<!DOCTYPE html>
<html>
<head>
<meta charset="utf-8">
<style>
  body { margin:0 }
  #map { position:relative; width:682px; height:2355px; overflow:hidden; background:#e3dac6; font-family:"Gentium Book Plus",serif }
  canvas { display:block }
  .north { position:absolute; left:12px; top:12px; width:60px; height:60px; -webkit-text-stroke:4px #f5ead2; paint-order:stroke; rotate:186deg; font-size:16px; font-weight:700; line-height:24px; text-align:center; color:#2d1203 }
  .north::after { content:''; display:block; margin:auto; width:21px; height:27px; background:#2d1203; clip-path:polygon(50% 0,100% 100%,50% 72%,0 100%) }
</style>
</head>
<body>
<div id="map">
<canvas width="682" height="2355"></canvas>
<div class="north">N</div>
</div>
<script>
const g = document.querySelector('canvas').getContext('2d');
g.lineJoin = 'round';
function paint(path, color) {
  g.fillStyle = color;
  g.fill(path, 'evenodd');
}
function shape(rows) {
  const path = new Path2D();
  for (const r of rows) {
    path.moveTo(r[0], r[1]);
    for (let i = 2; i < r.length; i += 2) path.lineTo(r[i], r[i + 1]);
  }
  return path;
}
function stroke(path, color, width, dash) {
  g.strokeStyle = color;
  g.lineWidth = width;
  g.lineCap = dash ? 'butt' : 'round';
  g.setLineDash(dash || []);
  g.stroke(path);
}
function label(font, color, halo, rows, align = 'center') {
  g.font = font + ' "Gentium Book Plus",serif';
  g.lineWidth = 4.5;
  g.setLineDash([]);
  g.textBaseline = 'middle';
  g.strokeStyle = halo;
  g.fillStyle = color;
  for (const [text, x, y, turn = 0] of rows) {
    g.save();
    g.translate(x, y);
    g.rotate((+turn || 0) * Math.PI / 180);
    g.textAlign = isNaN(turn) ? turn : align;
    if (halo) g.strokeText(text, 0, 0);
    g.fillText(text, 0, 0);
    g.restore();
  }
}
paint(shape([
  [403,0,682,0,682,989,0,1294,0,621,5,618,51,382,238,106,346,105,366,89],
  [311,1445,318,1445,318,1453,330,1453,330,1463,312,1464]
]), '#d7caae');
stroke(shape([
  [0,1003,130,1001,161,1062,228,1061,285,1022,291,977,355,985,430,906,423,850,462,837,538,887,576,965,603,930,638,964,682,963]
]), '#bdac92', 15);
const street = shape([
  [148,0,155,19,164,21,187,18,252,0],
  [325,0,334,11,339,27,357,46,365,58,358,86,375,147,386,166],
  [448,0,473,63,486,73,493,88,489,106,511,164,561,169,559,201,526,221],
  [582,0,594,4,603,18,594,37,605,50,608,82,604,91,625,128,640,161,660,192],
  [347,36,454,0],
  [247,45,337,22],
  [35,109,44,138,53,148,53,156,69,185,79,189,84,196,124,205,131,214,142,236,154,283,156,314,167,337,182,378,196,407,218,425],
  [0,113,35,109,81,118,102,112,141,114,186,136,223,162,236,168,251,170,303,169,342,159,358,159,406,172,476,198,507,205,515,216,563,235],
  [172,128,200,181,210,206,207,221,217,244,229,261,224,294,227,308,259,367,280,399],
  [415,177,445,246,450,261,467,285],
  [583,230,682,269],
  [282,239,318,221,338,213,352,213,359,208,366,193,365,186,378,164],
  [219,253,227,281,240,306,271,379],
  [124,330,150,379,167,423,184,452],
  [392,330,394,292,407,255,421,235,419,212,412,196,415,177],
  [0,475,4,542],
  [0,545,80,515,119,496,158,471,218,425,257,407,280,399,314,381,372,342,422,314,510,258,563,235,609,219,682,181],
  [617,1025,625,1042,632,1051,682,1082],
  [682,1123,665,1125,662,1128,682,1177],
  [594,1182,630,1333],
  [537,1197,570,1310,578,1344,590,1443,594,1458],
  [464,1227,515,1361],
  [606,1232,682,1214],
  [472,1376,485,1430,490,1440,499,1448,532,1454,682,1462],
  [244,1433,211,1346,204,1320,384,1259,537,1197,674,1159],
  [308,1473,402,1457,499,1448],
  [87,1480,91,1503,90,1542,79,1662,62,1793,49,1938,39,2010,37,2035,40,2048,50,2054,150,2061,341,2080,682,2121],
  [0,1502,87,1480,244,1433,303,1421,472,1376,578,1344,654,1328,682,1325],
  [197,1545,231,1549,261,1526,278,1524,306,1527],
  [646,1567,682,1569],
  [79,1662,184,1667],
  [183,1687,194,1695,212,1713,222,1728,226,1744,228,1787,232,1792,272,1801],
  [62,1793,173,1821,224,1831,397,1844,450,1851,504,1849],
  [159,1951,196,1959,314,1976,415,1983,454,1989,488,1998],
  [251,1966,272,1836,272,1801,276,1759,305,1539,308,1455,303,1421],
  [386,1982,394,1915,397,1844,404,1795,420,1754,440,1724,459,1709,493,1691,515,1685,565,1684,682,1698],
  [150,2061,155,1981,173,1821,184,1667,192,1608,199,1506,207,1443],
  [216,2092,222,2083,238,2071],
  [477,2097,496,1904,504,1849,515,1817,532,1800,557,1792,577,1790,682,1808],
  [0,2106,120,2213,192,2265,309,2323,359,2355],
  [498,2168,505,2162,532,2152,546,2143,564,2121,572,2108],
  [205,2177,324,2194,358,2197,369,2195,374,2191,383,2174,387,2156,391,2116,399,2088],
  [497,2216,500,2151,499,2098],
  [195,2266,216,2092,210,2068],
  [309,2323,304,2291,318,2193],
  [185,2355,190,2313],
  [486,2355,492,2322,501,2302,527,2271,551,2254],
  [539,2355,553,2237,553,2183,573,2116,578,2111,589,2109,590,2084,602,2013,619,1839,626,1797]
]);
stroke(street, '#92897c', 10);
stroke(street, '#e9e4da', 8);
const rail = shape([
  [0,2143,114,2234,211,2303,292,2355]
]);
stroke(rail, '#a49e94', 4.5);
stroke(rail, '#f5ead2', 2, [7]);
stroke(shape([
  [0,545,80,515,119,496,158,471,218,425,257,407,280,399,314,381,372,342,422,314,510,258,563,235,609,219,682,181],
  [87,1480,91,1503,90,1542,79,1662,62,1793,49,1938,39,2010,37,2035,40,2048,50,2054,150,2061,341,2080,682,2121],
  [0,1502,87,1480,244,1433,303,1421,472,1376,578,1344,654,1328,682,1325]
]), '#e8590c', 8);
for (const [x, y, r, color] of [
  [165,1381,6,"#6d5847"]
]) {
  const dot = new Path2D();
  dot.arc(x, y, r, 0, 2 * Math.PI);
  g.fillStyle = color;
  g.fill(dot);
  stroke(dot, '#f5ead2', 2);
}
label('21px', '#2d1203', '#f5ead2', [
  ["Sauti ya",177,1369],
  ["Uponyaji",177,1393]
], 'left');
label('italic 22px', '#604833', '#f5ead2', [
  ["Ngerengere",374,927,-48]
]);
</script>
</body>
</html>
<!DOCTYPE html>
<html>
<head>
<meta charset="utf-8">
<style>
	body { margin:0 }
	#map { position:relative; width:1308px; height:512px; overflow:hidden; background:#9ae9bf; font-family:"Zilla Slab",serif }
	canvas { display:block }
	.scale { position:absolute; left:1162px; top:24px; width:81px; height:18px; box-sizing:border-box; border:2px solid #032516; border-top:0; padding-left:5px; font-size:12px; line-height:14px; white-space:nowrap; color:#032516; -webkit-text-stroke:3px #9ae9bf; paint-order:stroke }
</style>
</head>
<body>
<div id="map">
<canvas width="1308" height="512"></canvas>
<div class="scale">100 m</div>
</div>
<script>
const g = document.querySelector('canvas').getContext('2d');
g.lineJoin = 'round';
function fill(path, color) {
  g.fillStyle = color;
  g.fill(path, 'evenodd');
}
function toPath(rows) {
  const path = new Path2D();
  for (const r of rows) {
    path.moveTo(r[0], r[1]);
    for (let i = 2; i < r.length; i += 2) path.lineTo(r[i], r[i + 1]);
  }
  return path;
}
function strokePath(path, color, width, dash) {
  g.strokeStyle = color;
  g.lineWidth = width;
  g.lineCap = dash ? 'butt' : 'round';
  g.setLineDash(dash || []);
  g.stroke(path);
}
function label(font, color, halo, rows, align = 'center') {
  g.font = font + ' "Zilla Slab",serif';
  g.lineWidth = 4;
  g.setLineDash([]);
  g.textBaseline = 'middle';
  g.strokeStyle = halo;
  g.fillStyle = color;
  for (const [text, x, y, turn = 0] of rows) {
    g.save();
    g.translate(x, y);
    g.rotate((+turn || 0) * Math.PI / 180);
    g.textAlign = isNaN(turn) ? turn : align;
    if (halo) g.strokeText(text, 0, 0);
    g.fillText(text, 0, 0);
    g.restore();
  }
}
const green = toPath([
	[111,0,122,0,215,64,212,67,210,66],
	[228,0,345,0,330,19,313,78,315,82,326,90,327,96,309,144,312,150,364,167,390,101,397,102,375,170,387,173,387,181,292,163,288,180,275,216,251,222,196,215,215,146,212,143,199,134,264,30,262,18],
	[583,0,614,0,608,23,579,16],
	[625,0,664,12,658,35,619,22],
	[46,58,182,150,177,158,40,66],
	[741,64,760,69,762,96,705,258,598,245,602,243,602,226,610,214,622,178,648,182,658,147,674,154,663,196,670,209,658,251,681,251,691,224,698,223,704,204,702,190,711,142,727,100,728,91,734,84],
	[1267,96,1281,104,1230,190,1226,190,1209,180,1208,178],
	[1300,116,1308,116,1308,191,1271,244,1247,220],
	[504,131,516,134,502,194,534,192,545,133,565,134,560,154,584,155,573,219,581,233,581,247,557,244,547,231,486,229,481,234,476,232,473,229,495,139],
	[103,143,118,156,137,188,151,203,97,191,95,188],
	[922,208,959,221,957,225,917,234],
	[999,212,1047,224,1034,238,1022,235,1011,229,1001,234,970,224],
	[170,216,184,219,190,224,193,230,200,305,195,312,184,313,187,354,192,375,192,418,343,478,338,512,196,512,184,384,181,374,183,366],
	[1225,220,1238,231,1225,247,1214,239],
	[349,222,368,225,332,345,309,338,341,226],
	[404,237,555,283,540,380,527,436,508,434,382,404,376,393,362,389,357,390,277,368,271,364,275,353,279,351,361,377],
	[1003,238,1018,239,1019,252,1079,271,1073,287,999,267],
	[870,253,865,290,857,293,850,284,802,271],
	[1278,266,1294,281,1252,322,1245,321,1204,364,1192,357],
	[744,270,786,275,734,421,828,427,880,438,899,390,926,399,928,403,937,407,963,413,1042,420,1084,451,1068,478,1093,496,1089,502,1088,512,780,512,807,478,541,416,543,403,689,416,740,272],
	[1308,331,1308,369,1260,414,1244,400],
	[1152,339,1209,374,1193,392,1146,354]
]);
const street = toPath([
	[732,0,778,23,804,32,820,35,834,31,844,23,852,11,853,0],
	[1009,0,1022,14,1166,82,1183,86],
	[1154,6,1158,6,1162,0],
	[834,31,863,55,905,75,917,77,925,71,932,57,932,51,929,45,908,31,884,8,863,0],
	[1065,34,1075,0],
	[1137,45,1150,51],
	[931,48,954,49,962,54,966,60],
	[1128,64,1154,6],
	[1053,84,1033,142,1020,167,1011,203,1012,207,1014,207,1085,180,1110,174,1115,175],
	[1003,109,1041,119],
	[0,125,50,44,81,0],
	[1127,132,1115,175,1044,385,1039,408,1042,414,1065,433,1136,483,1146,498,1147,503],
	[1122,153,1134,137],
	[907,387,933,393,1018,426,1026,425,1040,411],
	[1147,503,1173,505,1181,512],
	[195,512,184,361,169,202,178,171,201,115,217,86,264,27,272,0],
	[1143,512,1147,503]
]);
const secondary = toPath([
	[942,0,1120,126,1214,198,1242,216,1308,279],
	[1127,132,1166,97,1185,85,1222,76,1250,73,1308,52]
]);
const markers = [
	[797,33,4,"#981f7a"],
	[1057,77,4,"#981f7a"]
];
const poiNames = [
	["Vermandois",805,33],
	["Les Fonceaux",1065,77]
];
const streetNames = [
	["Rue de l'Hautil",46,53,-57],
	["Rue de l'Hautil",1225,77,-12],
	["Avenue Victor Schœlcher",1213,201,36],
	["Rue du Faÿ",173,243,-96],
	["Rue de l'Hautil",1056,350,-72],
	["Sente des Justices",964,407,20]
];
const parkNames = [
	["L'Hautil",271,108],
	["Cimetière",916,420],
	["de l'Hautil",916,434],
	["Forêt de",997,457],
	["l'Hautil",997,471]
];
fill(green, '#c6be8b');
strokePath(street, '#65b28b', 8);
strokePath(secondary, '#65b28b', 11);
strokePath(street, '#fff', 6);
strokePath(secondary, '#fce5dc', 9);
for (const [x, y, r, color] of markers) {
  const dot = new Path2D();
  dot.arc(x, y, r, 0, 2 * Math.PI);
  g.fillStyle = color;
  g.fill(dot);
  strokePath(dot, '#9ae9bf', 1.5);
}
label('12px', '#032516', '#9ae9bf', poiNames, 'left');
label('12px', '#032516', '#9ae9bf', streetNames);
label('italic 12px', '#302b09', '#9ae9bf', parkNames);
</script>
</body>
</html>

────────────────────

About this exercise: Go through the material and report each line that holds the string "order".

Your response:
  .north { position:absolute; left:12px; top:12px; width:60px; height:60px; -webkit-text-stroke:4px #f5ead2; paint-order:stroke; rotate:186deg; font-size:16px; font-weight:700; line-height:24px; text-align:center; color:#2d1203 }
	.scale { position:absolute; left:1162px; top:24px; width:81px; height:18px; box-sizing:border-box; border:2px solid #032516; border-top:0; padding-left:5px; font-size:12px; line-height:14px; white-space:nowrap; color:#032516; -webkit-text-stroke:3px #9ae9bf; paint-order:stroke }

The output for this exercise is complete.